Juicy grilled salmon paired with a zesty strawberry salsa for a fresh, light spring dinner.

# What You'll Need:

→ Salmon

01 - 4 salmon fillets (6 oz each), skin-on
02 - 1 tablespoon olive oil
03 - 1 teaspoon sea salt
04 - ½ teaspoon freshly ground black pepper
05 - ½ teaspoon smoked paprika
06 - Zest of 1 lemon

→ Strawberry Salsa

07 - 1½ cups fresh strawberries, hulled and diced
08 - ¼ cup red onion, finely diced
09 - ¼ cup fresh cilantro, chopped
10 - 1 jalapeño pepper, seeded and minced
11 - Juice of 1 lime
12 - ½ teaspoon honey
13 - Salt and pepper to taste

→ Garnish

14 - Lemon wedges
15 - Fresh cilantro leaves

# How-To:

01 - Heat grill to medium-high temperature, approximately 400°F.
02 - Pat salmon fillets dry with paper towels.
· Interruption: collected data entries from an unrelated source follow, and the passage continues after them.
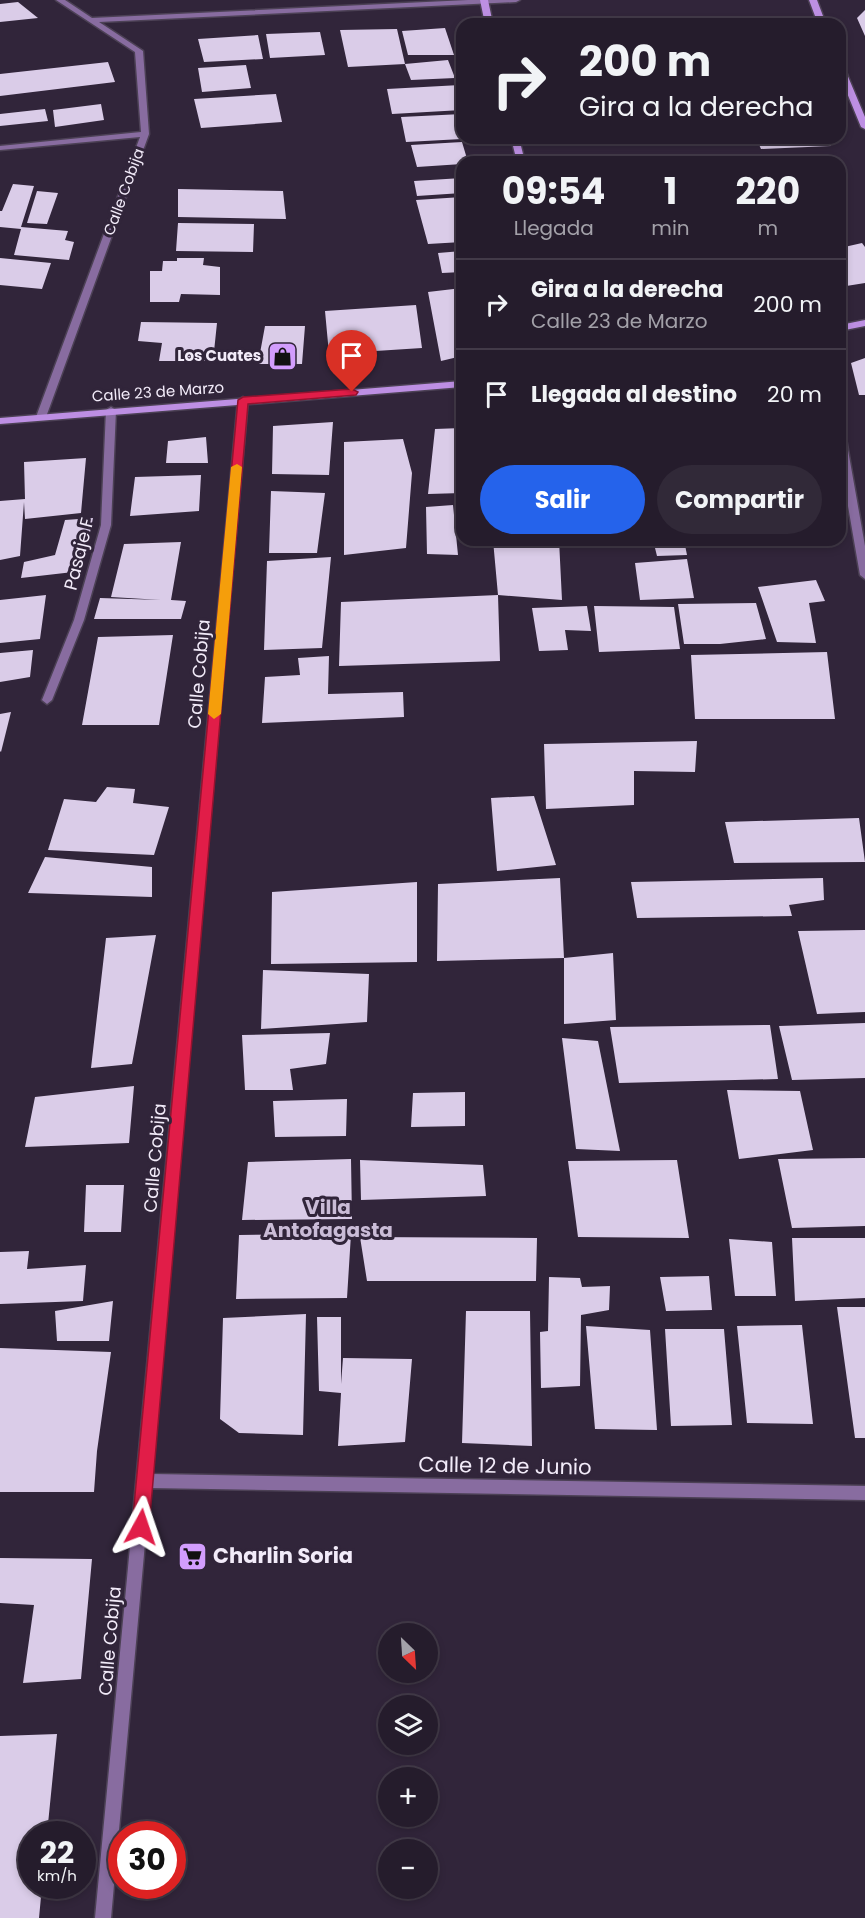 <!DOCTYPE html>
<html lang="es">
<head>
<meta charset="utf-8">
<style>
	:root { --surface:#251c2c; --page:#312938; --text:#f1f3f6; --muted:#a3a1a9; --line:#423a48; --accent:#2563eb }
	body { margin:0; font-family:Poppins,sans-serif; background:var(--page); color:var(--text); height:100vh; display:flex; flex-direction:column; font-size:22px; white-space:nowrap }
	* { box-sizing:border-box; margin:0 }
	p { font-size:20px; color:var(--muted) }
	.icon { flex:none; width:33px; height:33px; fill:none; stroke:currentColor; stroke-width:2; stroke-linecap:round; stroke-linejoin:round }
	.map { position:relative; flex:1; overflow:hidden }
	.details { position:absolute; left:456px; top:156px; width:390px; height:390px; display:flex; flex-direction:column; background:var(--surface); border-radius:18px; box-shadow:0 3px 9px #0003,0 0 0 2px var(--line) }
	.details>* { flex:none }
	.top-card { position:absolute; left:456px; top:18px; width:390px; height:126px; border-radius:18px; box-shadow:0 3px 9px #0003,0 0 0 2px var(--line); background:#251c2c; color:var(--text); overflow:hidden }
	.needle { width:39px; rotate:155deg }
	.tools { position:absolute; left:378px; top:1623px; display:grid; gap:12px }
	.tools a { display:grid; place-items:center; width:60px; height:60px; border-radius:50%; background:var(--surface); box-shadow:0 3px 9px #0003,0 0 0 2px var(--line); font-size:30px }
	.speed { position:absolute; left:18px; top:1821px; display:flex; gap:12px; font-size:30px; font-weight:700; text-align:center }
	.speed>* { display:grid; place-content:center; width:78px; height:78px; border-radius:50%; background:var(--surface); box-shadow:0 3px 9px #0003,0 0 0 2px var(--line); line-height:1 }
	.speed small { font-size:15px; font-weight:400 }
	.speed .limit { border:9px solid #d22; background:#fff; color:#111 }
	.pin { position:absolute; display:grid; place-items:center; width:51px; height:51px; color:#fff; margin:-62px -26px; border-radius:50% 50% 50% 0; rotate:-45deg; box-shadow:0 0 6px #0007 }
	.pin .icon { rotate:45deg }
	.me { position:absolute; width:66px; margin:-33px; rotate:5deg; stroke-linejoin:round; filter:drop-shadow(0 0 4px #0008) }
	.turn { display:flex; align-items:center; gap:21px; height:126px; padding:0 24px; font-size:27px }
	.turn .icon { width:78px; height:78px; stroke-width:2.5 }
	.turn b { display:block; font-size:42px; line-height:51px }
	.eta { display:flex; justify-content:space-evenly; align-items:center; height:102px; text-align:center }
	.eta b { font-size:36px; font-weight:700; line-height:42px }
	.button { display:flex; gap:12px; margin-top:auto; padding:12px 24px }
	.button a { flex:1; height:69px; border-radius:36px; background:var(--accent); color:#fff; font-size:24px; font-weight:700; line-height:69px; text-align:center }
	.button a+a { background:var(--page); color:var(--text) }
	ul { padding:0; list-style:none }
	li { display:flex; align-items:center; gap:18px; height:90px; padding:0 24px; border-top:2px solid var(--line) }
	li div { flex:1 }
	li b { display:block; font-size:22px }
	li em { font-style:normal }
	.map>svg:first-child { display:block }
</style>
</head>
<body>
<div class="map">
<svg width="865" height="1918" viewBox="0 0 865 1918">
	<rect width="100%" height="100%" fill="#31253a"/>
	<path fill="#dacce8" d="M18,2L38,18L0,22V4Z
		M865,10V36L857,18Z
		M445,28L454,55H408L402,31Z
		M397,29L405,64L348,67L340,30Z
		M320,32L325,55L270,58L266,34Z
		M258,35L263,59L204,62L198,39Z
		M448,60L455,78L411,80L405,64Z
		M108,62L115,82L0,96V74Z
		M246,65L251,88L202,92L198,68Z
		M460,85L462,110L392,114L387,89Z
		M276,94L282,122L201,128L194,99Z
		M101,104L104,120L55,127L53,110Z
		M45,109L48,121L0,126V114Z
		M462,114V139L406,142L401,117Z
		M756,138H828L831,146L761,149Z
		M462,142L468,162H462V164L417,167L411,145Z
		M462,178V193L417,196L414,181Z
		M13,184L34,186L21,227L68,231L65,240L74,242L69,260L14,255L21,229L0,227V211H2Z
		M178,189L283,191L286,219L178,217Z
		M37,191L58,193L47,224L27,223Z
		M462,197V242L428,244L416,200Z
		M178,223L254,224L253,252L176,251Z
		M862,243L865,247V283L840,287V248Z
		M462,251V272L442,273L438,253Z
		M0,258L51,263L42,289L0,285Z
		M177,258H204L203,265L220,267V295L181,294L179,302H150V271H162L163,261H177Z
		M462,288V356L441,361L428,292Z
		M416,305L422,348L329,354L325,311Z
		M141,322L217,323L213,361H159L162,343L138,341Z
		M265,326H305L302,364H258Z
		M865,358V395H859L851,363Z
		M333,422L329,475L272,474L273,426Z
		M462,428V493L428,494L435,429Z
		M206,437L208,463H166L168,441Z
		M403,439L412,473L406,548L344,555V442Z
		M86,458L81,513L25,519L24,502L20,556L0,560V501L25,499L24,462Z
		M201,475L199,511L130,516L135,477Z
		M271,491L325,493L317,553H269Z
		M453,505L458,555L427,554L426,507Z
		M93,518L82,571L21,578L24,562L55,555L65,520Z
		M493,540H559L562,600L498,595L500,661L339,666L341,602L498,595Z
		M653,540H684L687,555L657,556Z
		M181,542L171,600L186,601L181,619H94L100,598L161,600L111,597L124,544Z
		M331,557L322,648L264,650L267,561Z
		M687,559L694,598L640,600L635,563Z
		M816,580L825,601L809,603L816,643L777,642L758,587Z
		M46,595L40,639L0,643V600Z
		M756,603L766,639L720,644H684L678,604Z
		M587,606L591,631L565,630L568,650L539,651L532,608Z
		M594,606L674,607L680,649L599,652Z
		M173,635L159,725H82L98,637Z
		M33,650L30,677L0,682V653Z
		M827,652L835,719H695L691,655Z
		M329,656L328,694L403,692L404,717L262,723L265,677L300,675L298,658Z
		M11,712L1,752L0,751V714Z
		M697,741L695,772L634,771V805L546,809L544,744Z
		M107,787L135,789L133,803L169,807L154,855L48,850L64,799L96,802Z
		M534,796L556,865L497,871L491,798Z
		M859,818L865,862L734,863L725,822Z
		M45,857L152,867V897L28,893Z
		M560,878L564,958L613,953L616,1020L564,1024V958L437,961L438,884Z
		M823,878L824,900L789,905L792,916L637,918L631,882Z
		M417,882V962L271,964L272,892Z
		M865,930V1012L817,1014L798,931Z
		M156,935L132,1064L91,1068L106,938Z
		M263,970L369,974L367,1022L261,1029Z
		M865,1023V1078L792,1080L779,1026Z
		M770,1025L778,1079L619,1083L610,1027Z
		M330,1033L326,1064L290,1069L293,1090H245L242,1035Z
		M562,1038L598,1041L620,1151L576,1149Z
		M134,1086L129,1143L25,1147L35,1097Z
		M727,1090L800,1091L813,1150L739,1159Z
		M465,1092V1126L411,1127L413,1093Z
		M347,1099L346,1136L275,1137L273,1101Z
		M865,1158V1226L792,1228L778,1159Z
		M351,1159L352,1219L242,1220L248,1162Z
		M360,1160L483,1165L486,1196L361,1200Z
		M677,1160L689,1238L578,1237L568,1161Z
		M86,1185H124L121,1232H84Z
		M351,1234L347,1298L236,1299L239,1235Z
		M360,1237L537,1238L536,1281H367Z
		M792,1238H865V1298L795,1301Z
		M729,1239L772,1242L776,1296H735Z
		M29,1251L27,1269L86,1265L83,1301L0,1304V1252Z
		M709,1276L712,1310L666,1311L660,1277Z
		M549,1277L580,1278L582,1287L610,1286L609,1310L581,1315L580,1386L541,1388L540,1332L548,1331Z
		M113,1301L109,1341H57L55,1311Z
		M837,1307H865V1438H855Z
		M466,1311H530L532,1446L462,1443Z
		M306,1314L303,1435L239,1433L220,1419L223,1318Z
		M317,1317H341V1384L343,1358L412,1359L405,1442L338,1446L341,1393L319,1391Z
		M802,1325L813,1424L747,1423L737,1326Z
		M586,1326L650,1330L657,1430L595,1429Z
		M665,1329H724L732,1425L671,1426Z
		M0,1348L111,1352L97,1451L94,1492H0Z
		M0,1558L92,1559L81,1679L23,1683L34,1605L0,1603Z
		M57,1734L47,1834H32V1886H42L39,1918H0V1736Z"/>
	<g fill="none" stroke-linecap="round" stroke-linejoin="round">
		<defs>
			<path id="lane" d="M111,407L116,410L111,525L84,620L52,700L47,704L42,700L74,620L101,525L106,410Z"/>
			<path id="street" d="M56,0H65L92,18L468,0H520L516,2L99,22L143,51L149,134L46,417L41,420L36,417L140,137L0,150V146L141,132L135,52Z
				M243,397L248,400L151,1474L865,1486V1500L150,1488L111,1918H95L238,400Z
				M840,430L845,433L865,546V579L860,575L840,460Z"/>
			<path id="secondary" d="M480,0H488L493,24H485Z
				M809,0H817L826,24H818Z
				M840,65L844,67L865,117V129L861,127L840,76Z
				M511,138H519L525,162H517Z
				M865,320V326L840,331V325Z
				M462,381V387L0,424V418Z"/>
		</defs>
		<use href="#lane" stroke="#4c4155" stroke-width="3"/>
		<use href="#street" stroke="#4c4155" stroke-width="3"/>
		<use href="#secondary" stroke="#4c4155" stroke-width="3"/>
		<use href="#lane" fill="#886ca0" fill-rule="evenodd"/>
		<use href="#street" fill="#886ca0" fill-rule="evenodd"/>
		<use href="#secondary" fill="#bd8fe3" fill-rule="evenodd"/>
	</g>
	<path fill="#e11d48" stroke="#92132f" stroke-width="1.5" d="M352,389L358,392L356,395L248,404L149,1527L147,1533L141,1535L135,1533L132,1527L238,400L243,397Z"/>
	<path fill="#f59e0b" d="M237,464L242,467L221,714L214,719L208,714L231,467Z"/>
	<defs>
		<symbol id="shop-square" viewBox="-11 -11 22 22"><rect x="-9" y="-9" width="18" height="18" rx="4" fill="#d29dfd" stroke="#31253a"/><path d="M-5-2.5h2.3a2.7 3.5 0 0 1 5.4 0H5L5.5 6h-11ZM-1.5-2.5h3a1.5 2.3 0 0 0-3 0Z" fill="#111"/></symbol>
		<symbol id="supermarket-square" viewBox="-11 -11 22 22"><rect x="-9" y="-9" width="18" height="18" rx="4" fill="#d29dfd" stroke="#31253a"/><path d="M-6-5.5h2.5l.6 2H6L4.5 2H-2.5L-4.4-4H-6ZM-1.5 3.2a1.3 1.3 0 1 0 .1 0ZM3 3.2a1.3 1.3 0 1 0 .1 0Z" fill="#111"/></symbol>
	</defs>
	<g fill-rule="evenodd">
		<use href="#shop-square" x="266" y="340" width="33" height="33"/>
		<use href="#supermarket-square" x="176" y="1540" width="33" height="33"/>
	</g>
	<g text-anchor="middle" stroke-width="6" stroke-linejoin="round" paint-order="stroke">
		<g font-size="15" fill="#f2ebf9" stroke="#31253a">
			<text transform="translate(124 192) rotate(-70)" y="5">Calle Cobija</text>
			<text transform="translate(158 392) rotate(-4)" y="5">Calle 23 de Marzo</text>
		</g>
		<g font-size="15" font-weight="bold" fill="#f2ebf9" stroke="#31253a" text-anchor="end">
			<text x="261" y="361">Los Cuates</text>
		</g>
		<g font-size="18" fill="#f2ebf9" stroke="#31253a">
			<text transform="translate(79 554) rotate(-76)" y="6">Pasaje F</text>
			<text transform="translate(199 674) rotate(-85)" y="6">Calle Cobija</text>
			<text transform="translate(155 1158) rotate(-85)" y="6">Calle Cobija</text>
			<text transform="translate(110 1641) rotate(-85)" y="6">Calle Cobija</text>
		</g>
		<g font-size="20" font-weight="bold" fill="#cabcd7" stroke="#31253a">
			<text x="328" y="1214">Villa<tspan x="328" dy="23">Antofagasta</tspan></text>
		</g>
		<g font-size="21" fill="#f2ebf9" stroke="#31253a">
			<text transform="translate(505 1466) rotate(1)" y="7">Calle 12 de Junio</text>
		</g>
		<g font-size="21" font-weight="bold" fill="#f2ebf9" stroke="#31253a" text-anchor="start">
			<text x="213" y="1563">Charlin Soria</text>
		</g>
	</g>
</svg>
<div class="tools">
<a><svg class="needle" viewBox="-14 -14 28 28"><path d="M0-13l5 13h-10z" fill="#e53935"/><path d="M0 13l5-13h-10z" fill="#a3a1a9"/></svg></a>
<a><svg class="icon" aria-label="layers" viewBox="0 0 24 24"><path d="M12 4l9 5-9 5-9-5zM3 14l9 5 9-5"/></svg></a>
<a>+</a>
<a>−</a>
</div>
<div class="speed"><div>22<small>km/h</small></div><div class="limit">30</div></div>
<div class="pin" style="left:352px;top:392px;background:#d93025"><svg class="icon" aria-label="arrive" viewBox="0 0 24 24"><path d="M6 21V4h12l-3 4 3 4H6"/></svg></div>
<svg class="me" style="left:141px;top:1527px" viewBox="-20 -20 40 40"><path d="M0-17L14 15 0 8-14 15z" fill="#e11d48" stroke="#fff" stroke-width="4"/></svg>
<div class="top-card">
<div class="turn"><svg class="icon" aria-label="right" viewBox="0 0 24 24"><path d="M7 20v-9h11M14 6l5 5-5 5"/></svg><div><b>200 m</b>Gira a la derecha</div></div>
</div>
<section class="details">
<div class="eta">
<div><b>09:54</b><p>Llegada</p></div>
<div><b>1</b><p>min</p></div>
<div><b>220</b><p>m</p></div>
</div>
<ul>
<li><svg class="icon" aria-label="right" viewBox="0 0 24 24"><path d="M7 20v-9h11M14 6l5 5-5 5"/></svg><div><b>Gira a la derecha</b><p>Calle 23 de Marzo</p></div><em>200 m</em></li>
<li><svg class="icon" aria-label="arrive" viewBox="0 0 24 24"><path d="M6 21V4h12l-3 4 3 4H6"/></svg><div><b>Llegada al destino</b></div><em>20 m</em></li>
</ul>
<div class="button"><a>Salir</a><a>Compartir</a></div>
</section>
</div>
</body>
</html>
Brush both sides with olive oil and season with salt, pepper, smoked paprika, and lemon zest.
03 - In a medium bowl, combine diced strawberries, red onion, cilantro, jalapeño, lime juice, honey, salt, and pepper. Gently toss and set aside to allow flavors to develop.
04 - Place salmon fillets skin-side down on grill grate. Cover and cook for 4 to 5 minutes. Carefully flip and grill for 2 to 3 minutes until flesh is opaque and flakes easily with a fork.
05 - Remove salmon from grill and allow to rest for 2 minutes. Transfer to serving plates and top each fillet with generous portions of strawberry salsa.
06 - Garnish with lemon wedges and additional cilantro leaves. Serve immediately with optional light salad or steamed vegetables.

# Expert Advice:

01 -
  • The salsa tastes like summer in a bowl, and it comes together in the time it takes to preheat your grill.
  • Salmon cooks so fast that dinner lands on the table before anyone gets restless, yet feels entirely restaurant-worthy.
  • This works for weeknight dinners and impressing guests because it looks fancier than it actually is.
02 -
  • If your grill sticks, the salmon skin isn't ready to flip; patience is the secret—a properly cooked skin releases on its own.
  • Don't make the salsa too far ahead or the strawberries start weeping liquid and it gets watery; 15 minutes before serving is the sweet spot.
03 -
  • Oil your grill grates right before cooking with a folded paper towel dipped in neutral oil—it prevents sticking better than anything else.
  • If you want extra flavor, brush the salmon with a mixture of olive oil, lemon juice, and fresh herbs 30 minutes before grilling, but don't salt it until right before it hits the grill.